**About this exercise**
Which lines of the entries hold the string "heat"? Copy each one.

**Input records**
┏━━
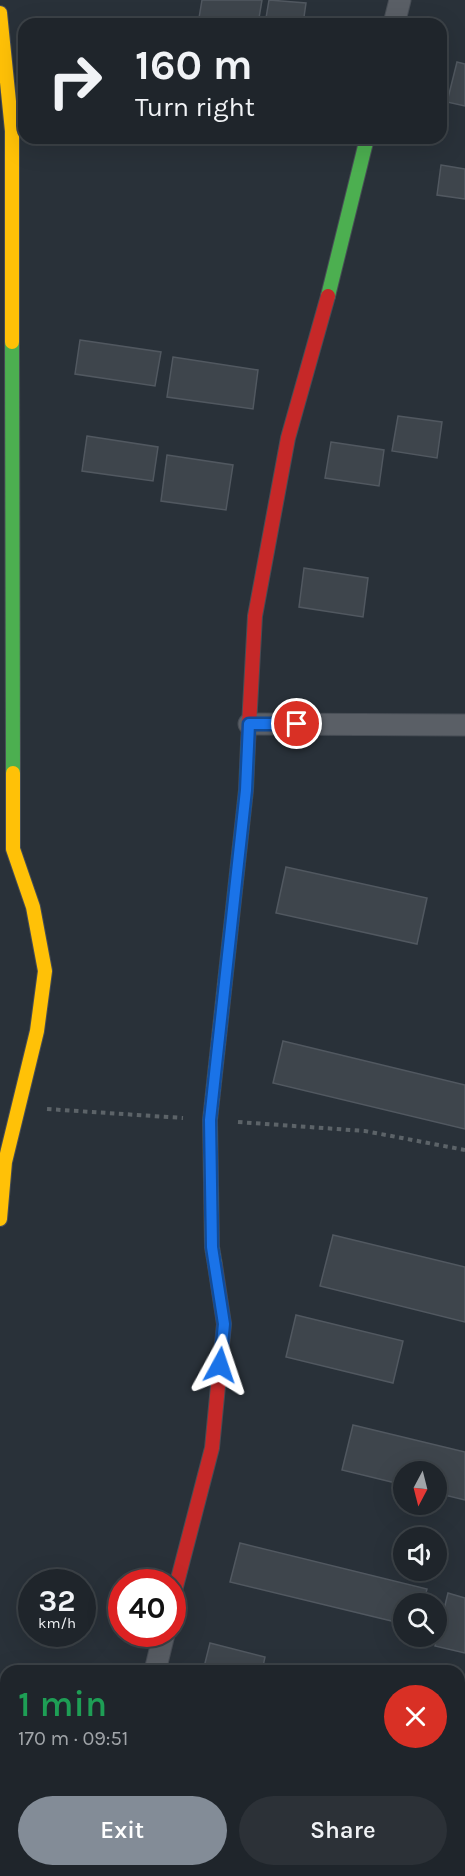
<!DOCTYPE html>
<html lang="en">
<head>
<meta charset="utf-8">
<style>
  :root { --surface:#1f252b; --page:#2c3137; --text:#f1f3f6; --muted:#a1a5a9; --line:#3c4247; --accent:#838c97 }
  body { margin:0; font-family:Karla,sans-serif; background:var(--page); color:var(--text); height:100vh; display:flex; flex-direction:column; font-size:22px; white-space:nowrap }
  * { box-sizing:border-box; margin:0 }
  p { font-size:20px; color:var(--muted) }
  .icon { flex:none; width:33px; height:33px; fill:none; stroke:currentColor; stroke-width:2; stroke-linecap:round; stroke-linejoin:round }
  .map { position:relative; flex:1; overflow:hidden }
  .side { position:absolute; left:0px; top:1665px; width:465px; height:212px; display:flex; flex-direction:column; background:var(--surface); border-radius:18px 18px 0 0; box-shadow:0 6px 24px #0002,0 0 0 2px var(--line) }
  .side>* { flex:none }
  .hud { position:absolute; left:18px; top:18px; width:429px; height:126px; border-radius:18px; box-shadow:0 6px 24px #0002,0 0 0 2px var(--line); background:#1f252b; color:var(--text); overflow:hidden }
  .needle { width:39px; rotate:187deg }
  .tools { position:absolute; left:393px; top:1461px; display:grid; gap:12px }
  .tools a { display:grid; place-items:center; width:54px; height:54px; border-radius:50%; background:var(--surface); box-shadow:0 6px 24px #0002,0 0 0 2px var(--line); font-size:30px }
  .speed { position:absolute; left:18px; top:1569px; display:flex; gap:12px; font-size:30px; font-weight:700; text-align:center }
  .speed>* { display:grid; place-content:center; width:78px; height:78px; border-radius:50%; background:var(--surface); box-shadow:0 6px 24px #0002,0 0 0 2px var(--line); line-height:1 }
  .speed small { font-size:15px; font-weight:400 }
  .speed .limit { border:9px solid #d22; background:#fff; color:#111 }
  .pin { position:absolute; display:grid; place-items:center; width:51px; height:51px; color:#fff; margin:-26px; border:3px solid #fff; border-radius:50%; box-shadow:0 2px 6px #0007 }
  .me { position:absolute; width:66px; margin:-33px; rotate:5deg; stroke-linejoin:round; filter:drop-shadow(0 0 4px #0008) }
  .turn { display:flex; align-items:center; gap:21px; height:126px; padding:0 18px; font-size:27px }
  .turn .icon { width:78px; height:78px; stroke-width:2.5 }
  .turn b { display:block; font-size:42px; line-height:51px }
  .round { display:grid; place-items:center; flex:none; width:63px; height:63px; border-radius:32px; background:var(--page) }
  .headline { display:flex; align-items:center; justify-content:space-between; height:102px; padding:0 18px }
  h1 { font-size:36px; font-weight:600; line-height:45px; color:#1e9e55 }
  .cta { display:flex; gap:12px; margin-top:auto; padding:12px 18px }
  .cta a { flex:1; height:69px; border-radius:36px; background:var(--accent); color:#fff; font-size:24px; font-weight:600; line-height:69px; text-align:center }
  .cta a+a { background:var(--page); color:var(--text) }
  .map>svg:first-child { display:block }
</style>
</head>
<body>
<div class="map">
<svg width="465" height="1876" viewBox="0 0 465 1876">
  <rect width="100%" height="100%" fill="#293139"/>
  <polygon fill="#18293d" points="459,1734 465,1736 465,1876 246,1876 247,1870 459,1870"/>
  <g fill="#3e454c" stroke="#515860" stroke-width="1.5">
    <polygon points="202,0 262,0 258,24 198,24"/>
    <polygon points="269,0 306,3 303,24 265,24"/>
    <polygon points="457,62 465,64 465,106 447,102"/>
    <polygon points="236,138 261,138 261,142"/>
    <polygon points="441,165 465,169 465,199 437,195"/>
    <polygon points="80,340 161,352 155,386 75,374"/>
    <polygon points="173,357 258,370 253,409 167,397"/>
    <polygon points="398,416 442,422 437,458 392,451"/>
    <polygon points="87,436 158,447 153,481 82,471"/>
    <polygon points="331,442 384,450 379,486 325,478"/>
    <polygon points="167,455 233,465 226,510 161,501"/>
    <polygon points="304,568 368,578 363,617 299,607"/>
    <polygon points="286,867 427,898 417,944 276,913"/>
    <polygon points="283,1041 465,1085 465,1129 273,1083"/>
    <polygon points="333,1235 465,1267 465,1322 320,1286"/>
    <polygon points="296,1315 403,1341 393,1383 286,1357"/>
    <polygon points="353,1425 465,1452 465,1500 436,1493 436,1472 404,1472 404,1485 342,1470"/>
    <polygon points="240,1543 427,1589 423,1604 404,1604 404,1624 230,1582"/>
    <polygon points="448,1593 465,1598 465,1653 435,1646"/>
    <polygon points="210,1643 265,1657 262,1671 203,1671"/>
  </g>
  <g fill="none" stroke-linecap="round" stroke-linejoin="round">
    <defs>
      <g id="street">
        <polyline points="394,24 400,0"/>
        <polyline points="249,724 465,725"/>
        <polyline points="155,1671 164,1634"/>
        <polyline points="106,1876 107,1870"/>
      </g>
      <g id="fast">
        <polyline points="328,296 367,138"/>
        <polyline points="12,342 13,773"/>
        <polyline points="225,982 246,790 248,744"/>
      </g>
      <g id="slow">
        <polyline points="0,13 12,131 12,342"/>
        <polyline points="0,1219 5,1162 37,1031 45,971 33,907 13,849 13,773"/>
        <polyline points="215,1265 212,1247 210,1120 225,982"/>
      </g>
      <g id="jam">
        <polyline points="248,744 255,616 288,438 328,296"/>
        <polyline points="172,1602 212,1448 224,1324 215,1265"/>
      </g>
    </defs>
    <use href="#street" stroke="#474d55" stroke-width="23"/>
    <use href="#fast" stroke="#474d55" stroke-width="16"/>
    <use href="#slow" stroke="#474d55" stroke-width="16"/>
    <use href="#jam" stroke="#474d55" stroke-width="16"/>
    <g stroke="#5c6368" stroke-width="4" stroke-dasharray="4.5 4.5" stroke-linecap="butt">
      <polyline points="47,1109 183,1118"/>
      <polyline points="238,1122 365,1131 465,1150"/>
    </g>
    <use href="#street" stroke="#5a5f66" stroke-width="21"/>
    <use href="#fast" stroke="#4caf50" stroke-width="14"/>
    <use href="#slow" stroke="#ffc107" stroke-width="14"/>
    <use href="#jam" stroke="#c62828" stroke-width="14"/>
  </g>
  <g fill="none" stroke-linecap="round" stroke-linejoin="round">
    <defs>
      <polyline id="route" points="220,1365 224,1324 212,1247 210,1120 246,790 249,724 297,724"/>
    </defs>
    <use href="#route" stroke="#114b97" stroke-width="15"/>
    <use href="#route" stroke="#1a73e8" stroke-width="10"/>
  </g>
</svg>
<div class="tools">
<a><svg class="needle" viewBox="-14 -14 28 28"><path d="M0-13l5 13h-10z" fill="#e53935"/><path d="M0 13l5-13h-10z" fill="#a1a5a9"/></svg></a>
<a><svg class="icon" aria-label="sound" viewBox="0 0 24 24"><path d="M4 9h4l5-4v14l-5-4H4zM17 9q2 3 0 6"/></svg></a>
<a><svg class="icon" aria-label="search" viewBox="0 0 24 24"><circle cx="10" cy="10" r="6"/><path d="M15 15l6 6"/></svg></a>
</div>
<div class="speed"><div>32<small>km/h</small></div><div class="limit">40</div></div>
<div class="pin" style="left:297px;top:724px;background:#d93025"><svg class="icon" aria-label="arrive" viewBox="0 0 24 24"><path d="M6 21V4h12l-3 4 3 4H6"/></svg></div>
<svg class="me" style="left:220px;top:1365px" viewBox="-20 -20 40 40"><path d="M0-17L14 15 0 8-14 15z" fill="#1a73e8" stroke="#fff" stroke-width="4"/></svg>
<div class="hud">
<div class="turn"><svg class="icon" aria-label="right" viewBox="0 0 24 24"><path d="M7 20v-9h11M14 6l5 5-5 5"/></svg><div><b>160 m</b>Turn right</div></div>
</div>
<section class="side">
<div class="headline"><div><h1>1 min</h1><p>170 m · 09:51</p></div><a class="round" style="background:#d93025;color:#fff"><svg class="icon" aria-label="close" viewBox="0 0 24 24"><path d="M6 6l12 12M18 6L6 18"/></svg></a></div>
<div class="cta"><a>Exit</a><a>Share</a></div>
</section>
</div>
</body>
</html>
┗━━
┏━━
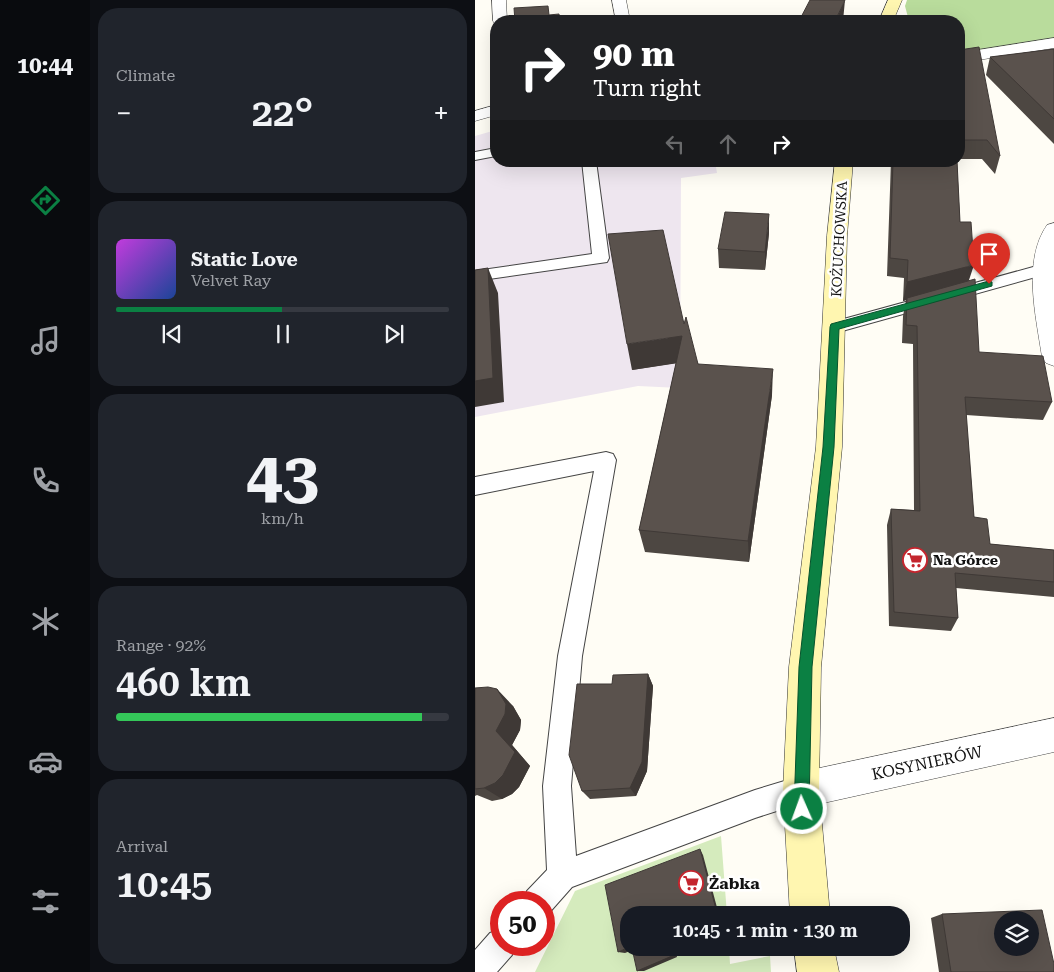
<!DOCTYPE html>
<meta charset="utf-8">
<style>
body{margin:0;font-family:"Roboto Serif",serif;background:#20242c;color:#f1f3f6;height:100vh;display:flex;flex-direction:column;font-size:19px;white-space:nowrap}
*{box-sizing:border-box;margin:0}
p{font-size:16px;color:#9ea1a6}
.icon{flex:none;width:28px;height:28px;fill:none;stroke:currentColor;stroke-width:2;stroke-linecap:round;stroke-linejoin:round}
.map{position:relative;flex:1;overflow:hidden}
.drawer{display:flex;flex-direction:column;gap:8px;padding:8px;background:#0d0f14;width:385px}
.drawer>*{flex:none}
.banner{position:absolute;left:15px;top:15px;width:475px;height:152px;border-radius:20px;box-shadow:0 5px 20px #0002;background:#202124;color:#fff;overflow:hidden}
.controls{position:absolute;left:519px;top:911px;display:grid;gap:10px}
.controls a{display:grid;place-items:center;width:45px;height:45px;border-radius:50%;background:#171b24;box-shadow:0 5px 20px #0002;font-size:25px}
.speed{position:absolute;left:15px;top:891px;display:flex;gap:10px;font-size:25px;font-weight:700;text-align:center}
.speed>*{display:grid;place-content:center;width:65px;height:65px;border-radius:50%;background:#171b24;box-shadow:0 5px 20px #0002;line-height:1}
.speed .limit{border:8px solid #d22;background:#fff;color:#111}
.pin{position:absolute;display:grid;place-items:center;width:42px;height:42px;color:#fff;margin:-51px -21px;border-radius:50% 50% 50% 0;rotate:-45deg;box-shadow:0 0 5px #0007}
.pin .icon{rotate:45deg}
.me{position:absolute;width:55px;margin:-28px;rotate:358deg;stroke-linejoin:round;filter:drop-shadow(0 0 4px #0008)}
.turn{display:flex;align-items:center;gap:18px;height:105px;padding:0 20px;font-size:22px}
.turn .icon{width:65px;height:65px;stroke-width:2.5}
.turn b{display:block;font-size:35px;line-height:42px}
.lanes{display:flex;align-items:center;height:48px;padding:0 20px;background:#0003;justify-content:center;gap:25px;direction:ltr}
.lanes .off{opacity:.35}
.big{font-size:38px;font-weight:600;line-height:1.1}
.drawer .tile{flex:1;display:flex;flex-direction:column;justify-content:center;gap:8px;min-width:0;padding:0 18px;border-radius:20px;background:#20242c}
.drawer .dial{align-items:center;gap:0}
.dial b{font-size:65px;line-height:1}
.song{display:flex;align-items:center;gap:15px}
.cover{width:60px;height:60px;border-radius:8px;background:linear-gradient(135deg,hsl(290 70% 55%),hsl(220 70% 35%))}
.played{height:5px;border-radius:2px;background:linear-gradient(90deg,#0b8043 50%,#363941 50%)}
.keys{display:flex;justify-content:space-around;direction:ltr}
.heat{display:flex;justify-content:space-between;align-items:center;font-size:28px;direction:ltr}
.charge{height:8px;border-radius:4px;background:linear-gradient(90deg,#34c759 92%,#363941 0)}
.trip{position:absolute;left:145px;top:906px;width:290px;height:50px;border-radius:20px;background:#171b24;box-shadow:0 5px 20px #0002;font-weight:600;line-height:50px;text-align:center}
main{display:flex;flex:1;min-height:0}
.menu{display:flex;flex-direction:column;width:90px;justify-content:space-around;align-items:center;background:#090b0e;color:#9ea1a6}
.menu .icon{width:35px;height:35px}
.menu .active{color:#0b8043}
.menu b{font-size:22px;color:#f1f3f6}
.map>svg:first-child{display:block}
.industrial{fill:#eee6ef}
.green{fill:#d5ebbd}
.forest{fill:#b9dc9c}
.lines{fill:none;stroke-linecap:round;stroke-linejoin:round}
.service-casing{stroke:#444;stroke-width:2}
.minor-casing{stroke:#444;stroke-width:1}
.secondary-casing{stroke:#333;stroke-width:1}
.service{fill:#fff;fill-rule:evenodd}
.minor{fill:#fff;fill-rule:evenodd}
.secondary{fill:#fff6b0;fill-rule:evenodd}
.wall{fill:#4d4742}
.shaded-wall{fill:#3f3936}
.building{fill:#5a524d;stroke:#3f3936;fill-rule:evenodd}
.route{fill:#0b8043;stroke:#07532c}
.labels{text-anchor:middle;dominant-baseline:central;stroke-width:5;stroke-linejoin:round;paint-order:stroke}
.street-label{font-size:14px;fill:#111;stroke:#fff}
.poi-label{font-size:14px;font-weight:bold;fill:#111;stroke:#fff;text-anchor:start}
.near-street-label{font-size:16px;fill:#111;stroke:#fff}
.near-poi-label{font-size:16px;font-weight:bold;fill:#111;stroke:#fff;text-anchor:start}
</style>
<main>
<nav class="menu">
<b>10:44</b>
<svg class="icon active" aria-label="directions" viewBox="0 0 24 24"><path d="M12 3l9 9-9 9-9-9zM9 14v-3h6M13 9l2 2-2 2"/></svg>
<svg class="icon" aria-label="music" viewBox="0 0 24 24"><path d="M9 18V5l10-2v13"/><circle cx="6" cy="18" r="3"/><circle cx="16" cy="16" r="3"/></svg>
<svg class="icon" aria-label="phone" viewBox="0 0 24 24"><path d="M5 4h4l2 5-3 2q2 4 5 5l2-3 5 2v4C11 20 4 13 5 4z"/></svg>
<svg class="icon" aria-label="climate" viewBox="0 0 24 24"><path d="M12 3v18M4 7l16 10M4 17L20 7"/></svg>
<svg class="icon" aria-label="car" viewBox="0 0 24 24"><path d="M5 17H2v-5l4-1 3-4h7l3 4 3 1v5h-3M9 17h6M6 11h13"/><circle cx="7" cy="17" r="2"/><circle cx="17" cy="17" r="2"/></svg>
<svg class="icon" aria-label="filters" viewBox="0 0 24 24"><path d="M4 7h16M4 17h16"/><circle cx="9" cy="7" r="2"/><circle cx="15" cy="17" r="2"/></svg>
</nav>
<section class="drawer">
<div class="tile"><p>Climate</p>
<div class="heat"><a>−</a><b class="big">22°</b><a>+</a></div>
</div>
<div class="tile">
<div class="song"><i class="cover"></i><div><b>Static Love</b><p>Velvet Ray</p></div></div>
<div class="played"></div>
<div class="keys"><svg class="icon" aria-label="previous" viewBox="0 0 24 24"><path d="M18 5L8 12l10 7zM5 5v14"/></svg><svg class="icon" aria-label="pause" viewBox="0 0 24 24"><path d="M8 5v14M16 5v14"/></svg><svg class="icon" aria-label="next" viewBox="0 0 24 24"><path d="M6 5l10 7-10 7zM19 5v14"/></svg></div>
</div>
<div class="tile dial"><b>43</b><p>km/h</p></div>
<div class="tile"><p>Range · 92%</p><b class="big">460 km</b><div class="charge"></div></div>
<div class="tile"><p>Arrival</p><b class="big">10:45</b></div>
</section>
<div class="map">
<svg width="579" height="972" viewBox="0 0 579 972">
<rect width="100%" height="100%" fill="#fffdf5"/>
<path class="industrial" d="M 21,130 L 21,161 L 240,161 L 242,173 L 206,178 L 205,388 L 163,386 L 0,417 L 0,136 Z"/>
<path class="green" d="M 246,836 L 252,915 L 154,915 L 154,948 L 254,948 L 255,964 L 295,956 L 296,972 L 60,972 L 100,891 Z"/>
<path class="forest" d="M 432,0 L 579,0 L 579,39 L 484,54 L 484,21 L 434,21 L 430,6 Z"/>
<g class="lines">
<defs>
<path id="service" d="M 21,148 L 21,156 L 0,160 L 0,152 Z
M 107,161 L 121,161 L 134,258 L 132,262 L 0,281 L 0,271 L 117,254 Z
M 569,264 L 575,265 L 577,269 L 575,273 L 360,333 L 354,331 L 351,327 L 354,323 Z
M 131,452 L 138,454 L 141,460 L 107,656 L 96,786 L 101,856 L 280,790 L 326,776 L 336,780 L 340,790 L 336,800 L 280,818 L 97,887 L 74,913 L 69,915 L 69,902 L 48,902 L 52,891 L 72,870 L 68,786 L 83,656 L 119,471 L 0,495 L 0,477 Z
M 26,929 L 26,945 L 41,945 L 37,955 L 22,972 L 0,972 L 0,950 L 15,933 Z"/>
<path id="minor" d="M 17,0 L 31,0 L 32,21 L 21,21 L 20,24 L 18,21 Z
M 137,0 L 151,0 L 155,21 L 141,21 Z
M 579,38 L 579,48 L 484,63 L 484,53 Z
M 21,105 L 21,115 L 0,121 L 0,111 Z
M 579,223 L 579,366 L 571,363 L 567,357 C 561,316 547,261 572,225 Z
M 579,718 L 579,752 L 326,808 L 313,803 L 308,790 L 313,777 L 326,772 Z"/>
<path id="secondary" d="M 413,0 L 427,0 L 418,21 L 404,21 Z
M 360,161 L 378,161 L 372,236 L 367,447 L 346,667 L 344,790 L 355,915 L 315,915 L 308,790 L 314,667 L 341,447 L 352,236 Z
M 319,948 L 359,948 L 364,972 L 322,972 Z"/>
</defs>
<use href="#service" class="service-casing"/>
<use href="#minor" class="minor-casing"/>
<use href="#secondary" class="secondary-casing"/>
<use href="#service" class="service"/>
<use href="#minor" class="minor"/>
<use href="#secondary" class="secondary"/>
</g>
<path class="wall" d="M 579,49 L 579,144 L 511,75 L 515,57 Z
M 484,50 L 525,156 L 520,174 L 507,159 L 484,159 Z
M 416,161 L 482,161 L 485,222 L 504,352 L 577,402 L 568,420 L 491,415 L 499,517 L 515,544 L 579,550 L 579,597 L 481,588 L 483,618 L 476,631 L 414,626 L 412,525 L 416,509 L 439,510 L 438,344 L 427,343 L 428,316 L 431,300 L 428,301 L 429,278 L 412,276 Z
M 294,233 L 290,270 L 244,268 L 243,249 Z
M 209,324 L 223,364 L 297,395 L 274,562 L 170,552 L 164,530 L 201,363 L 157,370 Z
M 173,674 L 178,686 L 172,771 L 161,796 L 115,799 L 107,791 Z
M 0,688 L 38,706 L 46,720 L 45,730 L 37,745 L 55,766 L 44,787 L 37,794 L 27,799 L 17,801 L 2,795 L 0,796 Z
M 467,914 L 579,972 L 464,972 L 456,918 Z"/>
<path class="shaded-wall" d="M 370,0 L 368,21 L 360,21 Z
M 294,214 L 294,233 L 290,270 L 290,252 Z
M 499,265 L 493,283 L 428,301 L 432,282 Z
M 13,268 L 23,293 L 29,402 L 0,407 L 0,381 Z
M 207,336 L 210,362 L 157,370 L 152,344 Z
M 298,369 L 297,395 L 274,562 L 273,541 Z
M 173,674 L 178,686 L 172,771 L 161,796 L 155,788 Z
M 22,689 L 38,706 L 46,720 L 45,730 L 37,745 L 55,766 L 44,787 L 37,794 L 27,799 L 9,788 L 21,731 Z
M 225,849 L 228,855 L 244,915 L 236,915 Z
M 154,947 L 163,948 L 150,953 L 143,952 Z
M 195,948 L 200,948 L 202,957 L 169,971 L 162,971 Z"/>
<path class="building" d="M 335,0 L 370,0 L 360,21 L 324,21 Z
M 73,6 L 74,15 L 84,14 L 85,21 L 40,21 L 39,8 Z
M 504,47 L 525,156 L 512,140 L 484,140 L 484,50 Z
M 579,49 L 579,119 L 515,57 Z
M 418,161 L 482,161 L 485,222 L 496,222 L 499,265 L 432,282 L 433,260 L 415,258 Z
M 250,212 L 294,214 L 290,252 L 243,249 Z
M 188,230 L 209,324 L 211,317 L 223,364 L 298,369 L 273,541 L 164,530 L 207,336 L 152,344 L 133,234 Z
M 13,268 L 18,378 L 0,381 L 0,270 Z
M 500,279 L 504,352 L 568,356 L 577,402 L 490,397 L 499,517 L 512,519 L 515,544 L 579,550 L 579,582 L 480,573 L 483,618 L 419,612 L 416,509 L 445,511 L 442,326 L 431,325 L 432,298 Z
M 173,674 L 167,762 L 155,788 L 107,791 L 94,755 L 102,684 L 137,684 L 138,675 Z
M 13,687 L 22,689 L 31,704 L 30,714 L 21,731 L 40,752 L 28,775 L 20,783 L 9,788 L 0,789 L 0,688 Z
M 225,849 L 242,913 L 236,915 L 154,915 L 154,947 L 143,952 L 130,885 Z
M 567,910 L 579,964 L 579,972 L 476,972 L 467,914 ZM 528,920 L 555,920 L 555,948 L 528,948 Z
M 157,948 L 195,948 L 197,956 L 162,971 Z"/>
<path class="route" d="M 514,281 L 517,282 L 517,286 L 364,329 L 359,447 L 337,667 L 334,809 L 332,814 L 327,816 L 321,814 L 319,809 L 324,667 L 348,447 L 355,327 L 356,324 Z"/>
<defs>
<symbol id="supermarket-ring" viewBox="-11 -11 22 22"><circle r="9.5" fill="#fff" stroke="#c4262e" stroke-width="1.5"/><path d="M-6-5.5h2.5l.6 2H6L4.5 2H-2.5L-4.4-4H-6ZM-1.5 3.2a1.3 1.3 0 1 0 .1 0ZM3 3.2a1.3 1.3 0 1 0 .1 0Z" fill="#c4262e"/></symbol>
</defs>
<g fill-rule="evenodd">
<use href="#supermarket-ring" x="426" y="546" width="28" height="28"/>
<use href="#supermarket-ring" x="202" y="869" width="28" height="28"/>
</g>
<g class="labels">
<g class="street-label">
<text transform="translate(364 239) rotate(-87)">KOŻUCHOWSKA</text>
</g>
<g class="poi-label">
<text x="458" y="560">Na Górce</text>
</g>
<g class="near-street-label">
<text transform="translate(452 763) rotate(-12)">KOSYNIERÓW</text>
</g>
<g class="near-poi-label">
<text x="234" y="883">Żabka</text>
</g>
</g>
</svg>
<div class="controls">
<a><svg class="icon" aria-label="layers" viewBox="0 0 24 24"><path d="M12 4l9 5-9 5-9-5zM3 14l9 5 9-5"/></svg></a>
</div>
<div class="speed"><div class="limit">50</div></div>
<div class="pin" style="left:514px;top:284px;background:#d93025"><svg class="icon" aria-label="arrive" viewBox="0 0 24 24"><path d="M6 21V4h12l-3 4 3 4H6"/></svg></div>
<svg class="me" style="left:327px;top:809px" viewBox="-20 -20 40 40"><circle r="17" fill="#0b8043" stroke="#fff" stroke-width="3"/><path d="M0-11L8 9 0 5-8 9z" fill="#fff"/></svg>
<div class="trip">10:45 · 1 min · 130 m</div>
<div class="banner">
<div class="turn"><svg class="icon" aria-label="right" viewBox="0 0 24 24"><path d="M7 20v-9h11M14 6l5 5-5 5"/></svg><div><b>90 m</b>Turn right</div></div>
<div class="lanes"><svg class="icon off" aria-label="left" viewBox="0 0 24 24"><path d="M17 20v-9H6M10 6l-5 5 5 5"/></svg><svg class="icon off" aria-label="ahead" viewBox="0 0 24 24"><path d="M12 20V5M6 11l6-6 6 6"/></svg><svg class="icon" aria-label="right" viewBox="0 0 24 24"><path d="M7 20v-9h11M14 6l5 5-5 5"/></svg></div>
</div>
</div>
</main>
┗━━
**Solved problem**
.heat{display:flex;justify-content:space-between;align-items:center;font-size:28px;direction:ltr}
<div class="heat"><a>−</a><b class="big">22°</b><a>+</a></div>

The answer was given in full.